Extracted information
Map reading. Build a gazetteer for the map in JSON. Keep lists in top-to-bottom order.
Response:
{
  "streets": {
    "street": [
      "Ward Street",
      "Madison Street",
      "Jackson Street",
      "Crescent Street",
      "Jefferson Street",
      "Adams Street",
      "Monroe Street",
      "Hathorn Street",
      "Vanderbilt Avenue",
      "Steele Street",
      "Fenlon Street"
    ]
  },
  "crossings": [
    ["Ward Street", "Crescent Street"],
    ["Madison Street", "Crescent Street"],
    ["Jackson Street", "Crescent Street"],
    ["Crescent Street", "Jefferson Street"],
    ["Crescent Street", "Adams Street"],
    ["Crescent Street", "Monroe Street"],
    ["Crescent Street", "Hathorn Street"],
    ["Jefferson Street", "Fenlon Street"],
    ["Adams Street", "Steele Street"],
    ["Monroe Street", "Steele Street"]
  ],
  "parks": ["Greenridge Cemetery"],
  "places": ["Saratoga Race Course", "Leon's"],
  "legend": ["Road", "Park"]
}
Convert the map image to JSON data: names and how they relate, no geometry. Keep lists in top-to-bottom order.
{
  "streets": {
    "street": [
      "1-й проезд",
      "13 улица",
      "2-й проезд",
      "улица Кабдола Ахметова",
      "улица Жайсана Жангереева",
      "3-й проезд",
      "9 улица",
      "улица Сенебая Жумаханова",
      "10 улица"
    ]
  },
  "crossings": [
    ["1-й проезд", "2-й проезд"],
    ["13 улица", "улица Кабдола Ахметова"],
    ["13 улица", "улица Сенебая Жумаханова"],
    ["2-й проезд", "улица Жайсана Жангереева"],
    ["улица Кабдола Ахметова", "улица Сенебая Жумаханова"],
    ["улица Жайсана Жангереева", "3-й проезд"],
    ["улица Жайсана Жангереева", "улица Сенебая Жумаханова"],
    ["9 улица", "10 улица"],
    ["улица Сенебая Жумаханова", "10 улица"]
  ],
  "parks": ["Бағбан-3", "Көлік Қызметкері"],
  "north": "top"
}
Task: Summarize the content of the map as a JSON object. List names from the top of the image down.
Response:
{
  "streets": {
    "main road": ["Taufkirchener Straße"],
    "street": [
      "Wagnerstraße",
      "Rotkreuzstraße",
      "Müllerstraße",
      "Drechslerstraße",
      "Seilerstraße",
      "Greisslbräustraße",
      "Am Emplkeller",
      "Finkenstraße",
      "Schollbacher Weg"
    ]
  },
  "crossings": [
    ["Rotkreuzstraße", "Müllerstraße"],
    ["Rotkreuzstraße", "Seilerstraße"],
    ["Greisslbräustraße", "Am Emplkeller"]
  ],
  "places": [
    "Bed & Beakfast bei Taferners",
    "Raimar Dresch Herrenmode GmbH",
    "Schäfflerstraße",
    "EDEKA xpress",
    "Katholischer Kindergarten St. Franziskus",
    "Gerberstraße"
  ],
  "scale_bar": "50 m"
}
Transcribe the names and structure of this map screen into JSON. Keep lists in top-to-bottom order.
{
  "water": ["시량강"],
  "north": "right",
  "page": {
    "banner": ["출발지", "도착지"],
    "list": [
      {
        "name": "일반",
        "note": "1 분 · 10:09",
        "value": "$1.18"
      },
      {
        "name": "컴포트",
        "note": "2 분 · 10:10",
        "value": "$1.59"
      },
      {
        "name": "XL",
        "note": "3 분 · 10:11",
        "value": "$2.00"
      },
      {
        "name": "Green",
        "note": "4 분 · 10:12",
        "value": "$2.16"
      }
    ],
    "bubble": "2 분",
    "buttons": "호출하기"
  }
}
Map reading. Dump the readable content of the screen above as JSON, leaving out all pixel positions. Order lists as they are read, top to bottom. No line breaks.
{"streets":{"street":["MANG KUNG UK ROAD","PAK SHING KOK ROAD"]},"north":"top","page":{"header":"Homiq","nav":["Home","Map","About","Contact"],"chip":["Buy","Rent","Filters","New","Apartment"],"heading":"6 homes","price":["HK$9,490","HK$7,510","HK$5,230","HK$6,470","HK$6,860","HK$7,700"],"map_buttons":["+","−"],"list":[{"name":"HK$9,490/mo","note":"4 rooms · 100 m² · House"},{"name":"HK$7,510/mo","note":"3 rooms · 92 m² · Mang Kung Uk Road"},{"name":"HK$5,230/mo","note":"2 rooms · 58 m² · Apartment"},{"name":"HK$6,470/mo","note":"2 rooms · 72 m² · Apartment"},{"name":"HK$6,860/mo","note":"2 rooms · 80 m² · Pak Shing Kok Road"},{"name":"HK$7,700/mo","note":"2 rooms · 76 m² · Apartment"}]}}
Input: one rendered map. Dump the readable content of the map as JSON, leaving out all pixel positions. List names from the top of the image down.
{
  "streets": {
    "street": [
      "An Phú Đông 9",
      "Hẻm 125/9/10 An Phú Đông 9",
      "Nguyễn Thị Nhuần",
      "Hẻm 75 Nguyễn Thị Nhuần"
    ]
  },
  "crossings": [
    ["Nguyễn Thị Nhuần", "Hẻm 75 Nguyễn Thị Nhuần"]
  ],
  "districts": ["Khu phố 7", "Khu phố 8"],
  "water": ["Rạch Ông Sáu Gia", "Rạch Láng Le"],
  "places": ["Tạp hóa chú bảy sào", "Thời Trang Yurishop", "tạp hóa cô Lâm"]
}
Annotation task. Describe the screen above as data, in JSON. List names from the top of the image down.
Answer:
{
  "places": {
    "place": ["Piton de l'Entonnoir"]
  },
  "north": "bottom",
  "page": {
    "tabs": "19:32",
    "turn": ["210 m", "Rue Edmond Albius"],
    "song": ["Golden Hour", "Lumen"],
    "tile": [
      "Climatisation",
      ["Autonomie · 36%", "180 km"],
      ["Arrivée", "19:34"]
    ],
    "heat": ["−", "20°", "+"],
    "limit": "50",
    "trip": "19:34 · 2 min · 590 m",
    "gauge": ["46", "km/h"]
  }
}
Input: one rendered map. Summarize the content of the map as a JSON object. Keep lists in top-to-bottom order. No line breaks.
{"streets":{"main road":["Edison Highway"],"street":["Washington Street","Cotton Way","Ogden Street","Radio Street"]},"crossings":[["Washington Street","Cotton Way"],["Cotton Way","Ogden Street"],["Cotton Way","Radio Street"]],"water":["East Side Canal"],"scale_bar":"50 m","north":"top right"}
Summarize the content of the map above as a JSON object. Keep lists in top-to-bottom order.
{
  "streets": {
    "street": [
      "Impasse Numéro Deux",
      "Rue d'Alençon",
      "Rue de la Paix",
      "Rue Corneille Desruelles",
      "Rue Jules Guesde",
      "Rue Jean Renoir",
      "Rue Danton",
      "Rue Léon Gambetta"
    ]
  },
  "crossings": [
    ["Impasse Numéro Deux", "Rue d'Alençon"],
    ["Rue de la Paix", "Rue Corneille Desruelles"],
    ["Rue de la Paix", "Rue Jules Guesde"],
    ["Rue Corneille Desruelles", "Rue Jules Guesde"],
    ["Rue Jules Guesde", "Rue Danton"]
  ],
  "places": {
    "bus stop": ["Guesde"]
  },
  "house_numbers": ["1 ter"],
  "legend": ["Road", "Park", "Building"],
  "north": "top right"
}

Exercise description
Please transcribe the records above in full, keeping every word.

Task response
Map reading. Build a gazetteer for the map in JSON. Keep lists in top-to-bottom order.
Response:
{
  "streets": {
    "street": [
      "Ward Street",
      "Madison Street",
      "Jackson Street",
      "Crescent Street",
      "Jefferson Street",
      "Adams Street",
      "Monroe Street",
      "Hathorn Street",
      "Vanderbilt Avenue",
      "Steele Street",
      "Fenlon Street"
    ]
  },
  "crossings": [
    ["Ward Street", "Crescent Street"],
    ["Madison Street", "Crescent Street"],
    ["Jackson Street", "Crescent Street"],
    ["Crescent Street", "Jefferson Street"],
    ["Crescent Street", "Adams Street"],
    ["Crescent Street", "Monroe Street"],
    ["Crescent Street", "Hathorn Street"],
    ["Jefferson Street", "Fenlon Street"],
    ["Adams Street", "Steele Street"],
    ["Monroe Street", "Steele Street"]
  ],
  "parks": ["Greenridge Cemetery"],
  "places": ["Saratoga Race Course", "Leon's"],
  "legend": ["Road", "Park"]
}
Convert the map image to JSON data: names and how they relate, no geometry. Keep lists in top-to-bottom order.
{
  "streets": {
    "street": [
      "1-й проезд",
      "13 улица",
      "2-й проезд",
      "улица Кабдола Ахметова",
      "улица Жайсана Жангереева",
      "3-й проезд",
      "9 улица",
      "улица Сенебая Жумаханова",
      "10 улица"
    ]
  },
  "crossings": [
    ["1-й проезд", "2-й проезд"],
    ["13 улица", "улица Кабдола Ахметова"],
    ["13 улица", "улица Сенебая Жумаханова"],
    ["2-й проезд", "улица Жайсана Жангереева"],
    ["улица Кабдола Ахметова", "улица Сенебая Жумаханова"],
    ["улица Жайсана Жангереева", "3-й проезд"],
    ["улица Жайсана Жангереева", "улица Сенебая Жумаханова"],
    ["9 улица", "10 улица"],
    ["улица Сенебая Жумаханова", "10 улица"]
  ],
  "parks": ["Бағбан-3", "Көлік Қызметкері"],
  "north": "top"
}
Task: Summarize the content of the map as a JSON object. List names from the top of the image down.
Response:
{
  "streets": {
    "main road": ["Taufkirchener Straße"],
    "street": [
      "Wagnerstraße",
      "Rotkreuzstraße",
      "Müllerstraße",
      "Drechslerstraße",
      "Seilerstraße",
      "Greisslbräustraße",
      "Am Emplkeller",
      "Finkenstraße",
      "Schollbacher Weg"
    ]
  },
  "crossings": [
    ["Rotkreuzstraße", "Müllerstraße"],
    ["Rotkreuzstraße", "Seilerstraße"],
    ["Greisslbräustraße", "Am Emplkeller"]
  ],
  "places": [
    "Bed & Beakfast bei Taferners",
    "Raimar Dresch Herrenmode GmbH",
    "Schäfflerstraße",
    "EDEKA xpress",
    "Katholischer Kindergarten St. Franziskus",
    "Gerberstraße"
  ],
  "scale_bar": "50 m"
}
Transcribe the names and structure of this map screen into JSON. Keep lists in top-to-bottom order.
{
  "water": ["시량강"],
  "north": "right",
  "page": {
    "banner": ["출발지", "도착지"],
    "list": [
      {
        "name": "일반",
        "note": "1 분 · 10:09",
        "value": "$1.18"
      },
      {
        "name": "컴포트",
        "note": "2 분 · 10:10",
        "value": "$1.59"
      },
      {
        "name": "XL",
        "note": "3 분 · 10:11",
        "value": "$2.00"
      },
      {
        "name": "Green",
        "note": "4 분 · 10:12",
        "value": "$2.16"
      }
    ],
    "bubble": "2 분",
    "buttons": "호출하기"
  }
}
Map reading. Dump the readable content of the screen above as JSON, leaving out all pixel positions. Order lists as they are read, top to bottom. No line breaks.
{"streets":{"street":["MANG KUNG UK ROAD","PAK SHING KOK ROAD"]},"north":"top","page":{"header":"Homiq","nav":["Home","Map","About","Contact"],"chip":["Buy","Rent","Filters","New","Apartment"],"heading":"6 homes","price":["HK$9,490","HK$7,510","HK$5,230","HK$6,470","HK$6,860","HK$7,700"],"map_buttons":["+","−"],"list":[{"name":"HK$9,490/mo","note":"4 rooms · 100 m² · House"},{"name":"HK$7,510/mo","note":"3 rooms · 92 m² · Mang Kung Uk Road"},{"name":"HK$5,230/mo","note":"2 rooms · 58 m² · Apartment"},{"name":"HK$6,470/mo","note":"2 rooms · 72 m² · Apartment"},{"name":"HK$6,860/mo","note":"2 rooms · 80 m² · Pak Shing Kok Road"},{"name":"HK$7,700/mo","note":"2 rooms · 76 m² · Apartment"}]}}
Input: one rendered map. Dump the readable content of the map as JSON, leaving out all pixel positions. List names from the top of the image down.
{
  "streets": {
    "street": [
      "An Phú Đông 9",
      "Hẻm 125/9/10 An Phú Đông 9",
      "Nguyễn Thị Nhuần",
      "Hẻm 75 Nguyễn Thị Nhuần"
    ]
  },
  "crossings": [
    ["Nguyễn Thị Nhuần", "Hẻm 75 Nguyễn Thị Nhuần"]
  ],
  "districts": ["Khu phố 7", "Khu phố 8"],
  "water": ["Rạch Ông Sáu Gia", "Rạch Láng Le"],
  "places": ["Tạp hóa chú bảy sào", "Thời Trang Yurishop", "tạp hóa cô Lâm"]
}
Annotation task. Describe the screen above as data, in JSON. List names from the top of the image down.
Answer:
{
  "places": {
    "place": ["Piton de l'Entonnoir"]
  },
  "north": "bottom",
  "page": {
    "tabs": "19:32",
    "turn": ["210 m", "Rue Edmond Albius"],
    "song": ["Golden Hour", "Lumen"],
    "tile": [
      "Climatisation",
      ["Autonomie · 36%", "180 km"],
      ["Arrivée", "19:34"]
    ],
    "heat": ["−", "20°", "+"],
    "limit": "50",
    "trip": "19:34 · 2 min · 590 m",
    "gauge": ["46", "km/h"]
  }
}
Input: one rendered map. Summarize the content of the map as a JSON object. Keep lists in top-to-bottom order. No line breaks.
{"streets":{"main road":["Edison Highway"],"street":["Washington Street","Cotton Way","Ogden Street","Radio Street"]},"crossings":[["Washington Street","Cotton Way"],["Cotton Way","Ogden Street"],["Cotton Way","Radio Street"]],"water":["East Side Canal"],"scale_bar":"50 m","north":"top right"}
Summarize the content of the map above as a JSON object. Keep lists in top-to-bottom order.
{
  "streets": {
    "street": [
      "Impasse Numéro Deux",
      "Rue d'Alençon",
      "Rue de la Paix",
      "Rue Corneille Desruelles",
      "Rue Jules Guesde",
      "Rue Jean Renoir",
      "Rue Danton",
      "Rue Léon Gambetta"
    ]
  },
  "crossings": [
    ["Impasse Numéro Deux", "Rue d'Alençon"],
    ["Rue de la Paix", "Rue Corneille Desruelles"],
    ["Rue de la Paix", "Rue Jules Guesde"],
    ["Rue Corneille Desruelles", "Rue Jules Guesde"],
    ["Rue Jules Guesde", "Rue Danton"]
  ],
  "places": {
    "bus stop": ["Guesde"]
  },
  "house_numbers": ["1 ter"],
  "legend": ["Road", "Park", "Building"],
  "north": "top right"
}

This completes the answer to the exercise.